Cerebrospinal fluid levels of ADMA remained unchanged in the control group (six animals) and in animals with SAH that did not have vasospasm (five animals; p = 0.17), but the levels increased in animals with vasospasm (11 animals) on Day 7 post-SAH (p < 0.01) and decreased on Days 14 through 21 (p < 0.05). Cerebrospinal fluid levels of ADMA correlated directly with the degree of vasospasm (correlation coefficient = 0.7, p = 0.0001; 95% confidence interval: 0.43–0.83). Levels of nitrite and nitrate as well as those of l-citrulline in CSF were decreased in animals with vasospasm. Furthermore, DDAH2 expression was attenuated in the right spastic MCA on Day 7 post-SAH, whereas eNOS and PRMT1 expression remained unchanged.

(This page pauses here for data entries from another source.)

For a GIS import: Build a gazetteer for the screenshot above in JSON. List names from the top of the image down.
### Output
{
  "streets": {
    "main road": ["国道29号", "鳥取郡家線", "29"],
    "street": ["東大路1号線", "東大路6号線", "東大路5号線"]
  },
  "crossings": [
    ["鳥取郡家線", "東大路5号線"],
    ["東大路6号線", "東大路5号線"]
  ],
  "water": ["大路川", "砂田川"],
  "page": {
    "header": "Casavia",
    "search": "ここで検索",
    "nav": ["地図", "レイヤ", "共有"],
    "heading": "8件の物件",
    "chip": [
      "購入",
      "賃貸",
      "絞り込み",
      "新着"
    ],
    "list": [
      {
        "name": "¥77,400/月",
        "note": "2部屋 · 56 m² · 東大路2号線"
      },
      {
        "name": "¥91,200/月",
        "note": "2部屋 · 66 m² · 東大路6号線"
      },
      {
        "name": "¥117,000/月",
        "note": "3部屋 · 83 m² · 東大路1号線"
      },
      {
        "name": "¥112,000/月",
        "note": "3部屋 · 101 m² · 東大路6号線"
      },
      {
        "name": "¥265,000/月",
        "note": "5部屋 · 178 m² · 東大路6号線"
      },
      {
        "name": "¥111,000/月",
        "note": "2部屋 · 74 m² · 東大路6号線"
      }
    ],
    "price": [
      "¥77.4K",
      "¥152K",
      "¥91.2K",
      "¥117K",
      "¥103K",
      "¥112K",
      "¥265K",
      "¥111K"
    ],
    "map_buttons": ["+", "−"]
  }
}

Conclusions. Changes in the CSF levels of ADMA are associated with the development and resolution of vasospasm found on arteriograms after SAH. The results indicate that endogenous inhibition of eNOS by ADMA may be involved in the development of delayed cerebral vasospasm. Inhibition of ADMA production may provide a new therapeutic approach for cerebral vasospasm after SAH.